軽く握ったあと、その滑らかな鉄の肌を指でなぞる。
つるりとした線に続く、やがて複雑な凹凸。中央の溝をたどればまた、平らな表面。
 鍵。

 小学生だった頃、僕は紐のついた家の鍵を首から下げていた。
それはとても大事なものだとよく言い聞かされ、僕もまたそれをなくす事を何よりも恐れた。
 十二月の冷たい風の中、あけることの出来ないドアの前に立ち尽くす僕自身を思い浮かべては、鍵を握り締める。
 やがて引越しが決まり、家は取り壊された。
 僕の手には鍵だけが残った。

 そして10年。
10年前の僕の見知らぬ町にいる。
 取り止めの無い事象が浮かぶに任せて、行く当ても無く僕は歩きつづけた。
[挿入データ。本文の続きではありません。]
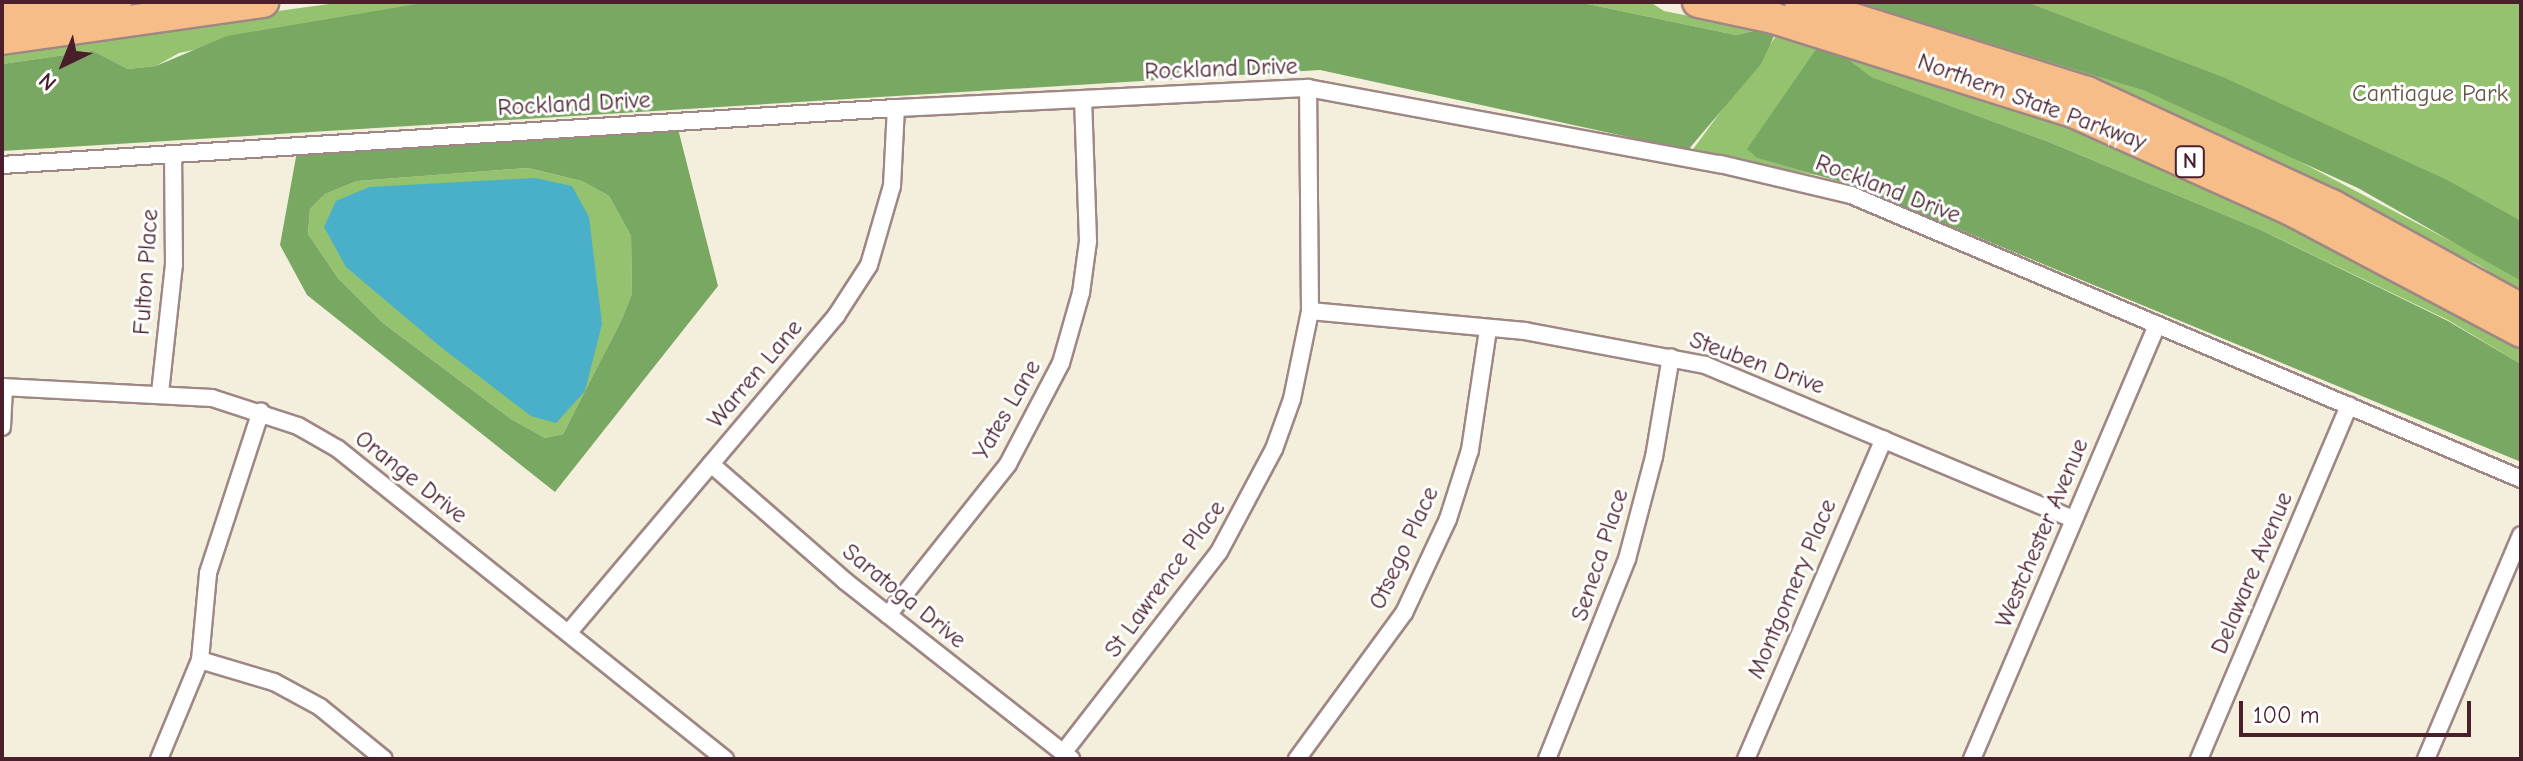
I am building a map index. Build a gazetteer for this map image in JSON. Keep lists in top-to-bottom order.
{
  "streets": {
    "highway": ["Northern State Parkway", "N"],
    "street": [
      "Rockland Drive",
      "Fulton Place",
      "Steuben Drive",
      "Warren Lane",
      "Yates Lane",
      "Orange Drive",
      "Westchester Avenue",
      "Otsego Place",
      "Seneca Place",
      "Delaware Avenue",
      "St Lawrence Place",
      "Montgomery Place",
      "Saratoga Drive"
    ]
  },
  "crossings": [
    ["Rockland Drive", "Fulton Place"],
    ["Rockland Drive", "Warren Lane"],
    ["Rockland Drive", "Yates Lane"],
    ["Rockland Drive", "Westchester Avenue"],
    ["Rockland Drive", "Delaware Avenue"],
    ["Rockland Drive", "St Lawrence Place"],
    ["Fulton Place", "Orange Drive"],
    ["Steuben Drive", "Westchester Avenue"],
    ["Steuben Drive", "Otsego Place"],
    ["Steuben Drive", "Seneca Place"],
    ["Steuben Drive", "St Lawrence Place"],
    ["Steuben Drive", "Montgomery Place"],
    ["Warren Lane", "Orange Drive"],
    ["Warren Lane", "Saratoga Drive"],
    ["Yates Lane", "Saratoga Drive"],
    ["St Lawrence Place", "Saratoga Drive"]
  ],
  "parks": ["Cantiague Park"],
  "scale_bar": "100 m",
  "north": "bottom left"
}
ポケットの中のその鍵をひたすらに玩びながら。
 20歳になった僕はどこへも行けるしどこへも行けない。
開けることも閉めることも出来ない鍵とどこか似ているのかもしれない。
 鍵は重くも無く軽くも無く、まるで魂そのもの。
 果てしない思考を引きとめる唯一の現実。
手とは裏腹に冷たい足先は、まるで空を歩くようにふわふわと頼りない、鍵の存在感以上の物がいつしか見当たらない。
 不思議なほど鍵は僕の手のひらの温度に沿うことは無く、いつまでも冷たく主張していた。
 開けることの出来るドアなどこの世界には存在し無い、二度と使われることの無い鍵を僕は強く握る。
刻まれた形がそのまま僕に残る。